Before President-Elect Donald Trump is even sworn in, he can claim to have saved hundreds of manufacturing jobs.
All without policy implementations. Or legislation. Or executive orders.
“Nothing bad will come from cutting the corporate tax rate from 35 to 15 percent.”
Trump claims to have pressured Ford Motor Co. into keeping an assembly line open at a Louisville-area plant. He also negotiated that Carrier Corp. will retain 1,000 jobs at an Indianapolis plant that the air-conditioning company had previously planned to move to Mexico.
Ultimately, Trump says he wants to create 25 million new jobs.
But to keep the ball rolling, Trump will have to do more than just publicly pressure big firms to retain jobs in the United States. He will need a variety of policy changes on everything, from taxes to regulation, from trade to energy, according to economic experts.
And at least one longtime Republican economist thinks he will able to get what he needs from Washington, D.C., once he takes office on Jan. 20.
Trump, after all, will have a Republican Congress and Republican-leaning officials at the Federal Reserve with whom to work. That will help him implement a dynamic agenda, according to Arthur Laffer Sr., the father of supply-side economics who worked for Presidents Nixon and Reagan.
Laffer says Trump has what few new presidents have had in the past: a Congress controlled by his own party, with a Supreme Court and a Fed also controlled by people on his side of the aisle. Laffer notes the Republicans also have a strong majority of state legislatures and governors’ offices.
The allies in Washington and state capitals could help Trump bring forth policies with much more ease and less divisive congressional debate.
Both parties have been shocked to the core by Trump’s election — so there is less chance Senate Minority Leader Chuck Schumer and House Minority Leader Nancy Pelosi will wage major battles to stop most items on Trump’s economic agenda.
But they will complain. One likely item on the jobs agenda is Trump’s promise to cut the corporate tax rate. Corporations have been a favorite target of Democrats, but the political tactics didn’t work on Nov. 8. Most Americans in swing states just wanted more jobs and better wages.
Laffer says the corporate tax rate in the United States is the highest in the 35 member-nations of the Organization for Economic Cooperation and Development. The United States recently overtook Japan with a top federal corporate rate of 35 percent — or 39.1 percent, if you include state taxes.
Trump would like to cut the top rate to 15 percent.
“Nothing bad will come from cutting the rate from 35 to 15,” said Laffer.
Laffer, who devised the “Laffer Curve” theory to explain that high tax rates can sometimes produce less revenue than moderate or low tax rates, said the U.S. corporate tax rate is now bringing in some of the lowest revenues in the OECD nations.
“It’s the Laffer Curve perfectly,” said Laffer.
Laffer said he also likes the Trump plan to allow manufacturers to take full expense deductions of plant and equipment purchases, an invitation to investment in U.S. workplaces. If employers elect this approach, they will give up the ability to deduct interest expense, according to Trump’s website.

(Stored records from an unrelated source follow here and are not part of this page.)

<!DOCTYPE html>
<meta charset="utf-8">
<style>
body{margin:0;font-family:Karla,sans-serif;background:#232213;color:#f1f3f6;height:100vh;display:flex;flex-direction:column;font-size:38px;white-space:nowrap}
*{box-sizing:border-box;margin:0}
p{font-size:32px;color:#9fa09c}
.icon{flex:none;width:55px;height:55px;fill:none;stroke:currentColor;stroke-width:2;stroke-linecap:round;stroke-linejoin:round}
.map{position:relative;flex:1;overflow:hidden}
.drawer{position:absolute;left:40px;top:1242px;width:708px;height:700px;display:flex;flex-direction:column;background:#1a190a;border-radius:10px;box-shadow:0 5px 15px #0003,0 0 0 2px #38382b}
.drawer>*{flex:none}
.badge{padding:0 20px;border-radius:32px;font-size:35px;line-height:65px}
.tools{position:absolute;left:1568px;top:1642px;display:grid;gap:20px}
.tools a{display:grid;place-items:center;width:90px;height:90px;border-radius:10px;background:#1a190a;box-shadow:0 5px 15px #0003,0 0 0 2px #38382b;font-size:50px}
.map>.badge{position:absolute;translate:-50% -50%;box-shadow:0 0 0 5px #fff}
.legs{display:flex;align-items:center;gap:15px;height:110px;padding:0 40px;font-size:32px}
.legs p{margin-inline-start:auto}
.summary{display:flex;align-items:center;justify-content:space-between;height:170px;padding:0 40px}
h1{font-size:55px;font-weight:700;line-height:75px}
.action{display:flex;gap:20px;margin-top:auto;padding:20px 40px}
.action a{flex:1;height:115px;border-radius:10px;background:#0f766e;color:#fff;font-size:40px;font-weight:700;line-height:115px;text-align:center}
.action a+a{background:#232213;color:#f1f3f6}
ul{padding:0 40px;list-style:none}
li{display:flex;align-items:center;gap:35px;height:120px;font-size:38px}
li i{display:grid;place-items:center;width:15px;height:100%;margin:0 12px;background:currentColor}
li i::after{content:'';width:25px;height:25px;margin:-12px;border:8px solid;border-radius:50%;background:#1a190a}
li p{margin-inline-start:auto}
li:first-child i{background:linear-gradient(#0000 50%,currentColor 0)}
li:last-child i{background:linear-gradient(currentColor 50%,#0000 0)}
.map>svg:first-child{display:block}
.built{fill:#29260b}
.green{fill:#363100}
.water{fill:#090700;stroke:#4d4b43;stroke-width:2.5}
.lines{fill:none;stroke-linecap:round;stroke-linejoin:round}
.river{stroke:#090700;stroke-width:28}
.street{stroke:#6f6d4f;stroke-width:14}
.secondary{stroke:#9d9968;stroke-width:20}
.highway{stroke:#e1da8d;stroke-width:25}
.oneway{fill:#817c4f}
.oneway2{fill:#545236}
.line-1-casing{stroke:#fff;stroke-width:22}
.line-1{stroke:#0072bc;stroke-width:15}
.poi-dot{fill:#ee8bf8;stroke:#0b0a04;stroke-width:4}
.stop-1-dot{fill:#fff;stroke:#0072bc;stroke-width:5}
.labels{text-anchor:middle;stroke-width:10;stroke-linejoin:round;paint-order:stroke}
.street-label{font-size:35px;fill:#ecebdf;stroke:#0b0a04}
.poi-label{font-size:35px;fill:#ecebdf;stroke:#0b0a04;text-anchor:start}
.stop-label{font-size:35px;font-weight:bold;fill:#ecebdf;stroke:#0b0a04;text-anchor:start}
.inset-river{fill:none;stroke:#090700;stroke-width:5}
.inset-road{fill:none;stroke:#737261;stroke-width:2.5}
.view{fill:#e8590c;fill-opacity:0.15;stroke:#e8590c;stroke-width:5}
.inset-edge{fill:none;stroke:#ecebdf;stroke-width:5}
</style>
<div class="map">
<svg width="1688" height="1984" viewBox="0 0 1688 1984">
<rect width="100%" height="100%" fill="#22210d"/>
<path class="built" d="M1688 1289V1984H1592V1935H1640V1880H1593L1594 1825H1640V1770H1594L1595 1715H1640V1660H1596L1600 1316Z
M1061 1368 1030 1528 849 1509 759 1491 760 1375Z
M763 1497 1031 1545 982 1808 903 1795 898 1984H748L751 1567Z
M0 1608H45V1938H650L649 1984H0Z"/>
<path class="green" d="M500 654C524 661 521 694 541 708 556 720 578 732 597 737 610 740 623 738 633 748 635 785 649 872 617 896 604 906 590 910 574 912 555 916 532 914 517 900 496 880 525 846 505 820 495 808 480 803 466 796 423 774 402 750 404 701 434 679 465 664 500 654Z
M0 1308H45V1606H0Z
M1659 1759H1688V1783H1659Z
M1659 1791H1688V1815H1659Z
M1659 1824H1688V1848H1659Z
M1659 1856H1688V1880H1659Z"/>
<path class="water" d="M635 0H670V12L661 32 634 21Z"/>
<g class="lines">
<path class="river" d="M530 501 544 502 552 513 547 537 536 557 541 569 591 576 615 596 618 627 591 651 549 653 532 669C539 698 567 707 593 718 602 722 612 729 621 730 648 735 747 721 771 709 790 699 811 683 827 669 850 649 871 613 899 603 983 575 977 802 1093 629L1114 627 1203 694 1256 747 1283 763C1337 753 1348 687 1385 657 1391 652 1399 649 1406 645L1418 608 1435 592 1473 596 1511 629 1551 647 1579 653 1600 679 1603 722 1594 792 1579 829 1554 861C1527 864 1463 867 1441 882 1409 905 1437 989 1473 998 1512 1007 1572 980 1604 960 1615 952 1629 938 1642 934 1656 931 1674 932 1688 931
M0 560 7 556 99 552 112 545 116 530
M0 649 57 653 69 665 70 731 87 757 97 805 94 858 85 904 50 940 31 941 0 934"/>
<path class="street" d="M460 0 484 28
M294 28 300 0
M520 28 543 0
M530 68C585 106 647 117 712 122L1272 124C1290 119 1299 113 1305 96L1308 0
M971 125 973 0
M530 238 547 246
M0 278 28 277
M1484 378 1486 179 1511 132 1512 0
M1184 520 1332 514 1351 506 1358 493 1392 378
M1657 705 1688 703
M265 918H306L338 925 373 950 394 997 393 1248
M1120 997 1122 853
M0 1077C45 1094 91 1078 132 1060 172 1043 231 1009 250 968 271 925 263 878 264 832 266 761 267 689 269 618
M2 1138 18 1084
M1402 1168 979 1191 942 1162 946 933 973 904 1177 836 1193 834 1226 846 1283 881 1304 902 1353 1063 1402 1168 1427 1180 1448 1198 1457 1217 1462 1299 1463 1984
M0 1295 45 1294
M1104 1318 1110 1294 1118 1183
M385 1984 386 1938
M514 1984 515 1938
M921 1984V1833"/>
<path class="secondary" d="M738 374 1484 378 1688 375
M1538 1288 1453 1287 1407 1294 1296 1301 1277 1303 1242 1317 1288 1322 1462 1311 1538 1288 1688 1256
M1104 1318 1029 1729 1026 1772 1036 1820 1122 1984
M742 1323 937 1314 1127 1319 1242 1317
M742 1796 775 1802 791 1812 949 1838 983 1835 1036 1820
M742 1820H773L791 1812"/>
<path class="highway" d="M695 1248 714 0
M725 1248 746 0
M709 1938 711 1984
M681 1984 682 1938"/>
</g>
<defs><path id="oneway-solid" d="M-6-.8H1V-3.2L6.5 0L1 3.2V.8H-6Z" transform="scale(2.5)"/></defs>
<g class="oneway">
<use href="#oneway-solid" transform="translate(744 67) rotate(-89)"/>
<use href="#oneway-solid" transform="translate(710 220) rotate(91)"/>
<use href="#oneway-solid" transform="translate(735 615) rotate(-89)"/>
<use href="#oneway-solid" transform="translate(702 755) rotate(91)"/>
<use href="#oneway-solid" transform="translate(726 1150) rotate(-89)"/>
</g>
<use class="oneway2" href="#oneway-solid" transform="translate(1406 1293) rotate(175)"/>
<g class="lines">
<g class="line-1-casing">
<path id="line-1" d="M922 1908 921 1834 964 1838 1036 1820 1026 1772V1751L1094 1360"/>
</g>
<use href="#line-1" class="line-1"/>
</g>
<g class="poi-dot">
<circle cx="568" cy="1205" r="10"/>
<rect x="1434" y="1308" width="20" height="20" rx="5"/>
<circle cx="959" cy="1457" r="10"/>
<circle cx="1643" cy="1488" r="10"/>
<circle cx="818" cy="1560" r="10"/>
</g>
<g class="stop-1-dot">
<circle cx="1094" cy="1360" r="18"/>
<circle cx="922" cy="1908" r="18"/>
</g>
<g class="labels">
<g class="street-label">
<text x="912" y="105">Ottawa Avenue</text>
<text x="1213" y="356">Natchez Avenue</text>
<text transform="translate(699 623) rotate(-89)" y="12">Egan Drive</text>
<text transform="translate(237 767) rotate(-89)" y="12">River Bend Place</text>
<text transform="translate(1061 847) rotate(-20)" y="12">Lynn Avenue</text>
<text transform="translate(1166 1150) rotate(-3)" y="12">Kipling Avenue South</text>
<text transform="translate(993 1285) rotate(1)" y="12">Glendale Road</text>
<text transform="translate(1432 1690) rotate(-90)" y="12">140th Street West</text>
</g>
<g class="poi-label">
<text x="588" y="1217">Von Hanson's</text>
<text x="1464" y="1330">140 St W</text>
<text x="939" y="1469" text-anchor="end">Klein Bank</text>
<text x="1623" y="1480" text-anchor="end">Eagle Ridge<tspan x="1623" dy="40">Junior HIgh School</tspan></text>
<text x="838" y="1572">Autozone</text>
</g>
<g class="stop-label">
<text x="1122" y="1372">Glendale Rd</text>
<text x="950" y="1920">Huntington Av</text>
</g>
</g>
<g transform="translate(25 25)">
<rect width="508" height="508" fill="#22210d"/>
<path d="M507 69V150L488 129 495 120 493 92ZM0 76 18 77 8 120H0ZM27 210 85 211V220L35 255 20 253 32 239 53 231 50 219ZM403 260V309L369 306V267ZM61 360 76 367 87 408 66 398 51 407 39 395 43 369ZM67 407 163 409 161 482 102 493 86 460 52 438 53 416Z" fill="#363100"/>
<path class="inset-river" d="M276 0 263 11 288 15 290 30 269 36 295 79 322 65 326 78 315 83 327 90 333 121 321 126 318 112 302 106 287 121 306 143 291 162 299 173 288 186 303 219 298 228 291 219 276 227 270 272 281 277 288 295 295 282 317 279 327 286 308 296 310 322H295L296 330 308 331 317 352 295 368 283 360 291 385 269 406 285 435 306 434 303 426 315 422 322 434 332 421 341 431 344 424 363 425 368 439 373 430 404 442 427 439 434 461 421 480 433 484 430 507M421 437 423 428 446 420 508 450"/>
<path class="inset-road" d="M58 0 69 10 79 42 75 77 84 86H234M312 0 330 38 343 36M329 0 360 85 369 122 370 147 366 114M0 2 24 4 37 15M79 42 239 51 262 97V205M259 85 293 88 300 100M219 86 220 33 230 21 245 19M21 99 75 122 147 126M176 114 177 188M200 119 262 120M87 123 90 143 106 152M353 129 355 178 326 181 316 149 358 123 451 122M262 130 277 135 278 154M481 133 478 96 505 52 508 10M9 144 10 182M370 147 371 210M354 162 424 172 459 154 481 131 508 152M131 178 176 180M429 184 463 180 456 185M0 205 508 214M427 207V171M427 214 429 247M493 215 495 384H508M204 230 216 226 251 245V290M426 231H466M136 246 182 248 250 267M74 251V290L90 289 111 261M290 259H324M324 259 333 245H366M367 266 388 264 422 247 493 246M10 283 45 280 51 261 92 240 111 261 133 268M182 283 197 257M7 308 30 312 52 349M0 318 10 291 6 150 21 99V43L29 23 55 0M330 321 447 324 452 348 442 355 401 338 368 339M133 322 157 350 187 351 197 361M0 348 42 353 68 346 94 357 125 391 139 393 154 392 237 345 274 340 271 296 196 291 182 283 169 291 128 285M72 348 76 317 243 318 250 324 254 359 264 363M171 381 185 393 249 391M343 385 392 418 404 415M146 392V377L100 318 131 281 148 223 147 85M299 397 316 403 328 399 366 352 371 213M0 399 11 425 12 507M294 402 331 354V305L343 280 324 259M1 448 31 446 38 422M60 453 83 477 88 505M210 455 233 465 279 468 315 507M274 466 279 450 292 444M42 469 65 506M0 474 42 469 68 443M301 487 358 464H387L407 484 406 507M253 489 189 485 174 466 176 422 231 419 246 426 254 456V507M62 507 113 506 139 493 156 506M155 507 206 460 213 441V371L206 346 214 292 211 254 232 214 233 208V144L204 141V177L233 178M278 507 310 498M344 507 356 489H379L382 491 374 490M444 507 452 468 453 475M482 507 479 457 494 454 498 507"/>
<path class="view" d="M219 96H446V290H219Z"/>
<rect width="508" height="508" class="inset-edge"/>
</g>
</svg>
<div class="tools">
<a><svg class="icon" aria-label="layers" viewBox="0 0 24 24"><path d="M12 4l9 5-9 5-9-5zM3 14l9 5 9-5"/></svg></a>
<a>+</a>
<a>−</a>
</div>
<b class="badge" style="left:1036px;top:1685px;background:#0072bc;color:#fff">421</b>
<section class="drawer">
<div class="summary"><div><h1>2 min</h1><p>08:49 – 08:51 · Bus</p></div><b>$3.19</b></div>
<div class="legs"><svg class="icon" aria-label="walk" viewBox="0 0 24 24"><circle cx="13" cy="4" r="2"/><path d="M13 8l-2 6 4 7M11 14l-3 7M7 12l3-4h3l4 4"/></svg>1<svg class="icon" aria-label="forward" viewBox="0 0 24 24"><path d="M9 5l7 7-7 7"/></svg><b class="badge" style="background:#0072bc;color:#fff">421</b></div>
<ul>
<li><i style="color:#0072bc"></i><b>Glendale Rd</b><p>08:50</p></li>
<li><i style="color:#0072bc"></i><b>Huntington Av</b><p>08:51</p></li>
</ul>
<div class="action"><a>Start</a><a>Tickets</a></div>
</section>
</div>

Laffer believes those two major items will pass Congress and spur job creation.
Curtis Ellis, executive director of the American Jobs Alliance, said if Trump targets reform of trade, taxes, regulation, and energy policy, he will create jobs in the process.
Current policies discourage American manufacturing and encourage foreign-made goods to be imported into America.
Worsening this problem is the tax structure in many foreign trading partners, Ellis said. Most nations use a value-added tax, or VAT. The VAT is applied all the way through the manufacturing process.
But when the products are finished and shipped to America, the manufacturer gets about a 17-percent rebate. This helps subsidize exporting to America, Ellis said.
On the other hand, despite deals to forbid tariffs, American products shipped to foreign nations get a VAT added. This is basically a tariff, Ellis said, noting not all legal experts agree on the issue.
Trump is aware of the VAT problem and will address it, Ellis said.
Laffer said he is wary of protectionist policies but said he is not overly concerned about Trump’s plans to toughen trade policies. He is enthused to see a supply-side return.
“It will be a two-to-three-year period of magnificent change,” Laffer said from his Nashville office.
Laffer advised Trump in the primary elections, and now advises him indirectly through mutual friends, including economist and CNBC commentator Larry Kudlow and economist Stephen Moore.
Laffer said he will stay in Nashville, Tennessee, where he runs his business, but will pass on advice to Trump as needed.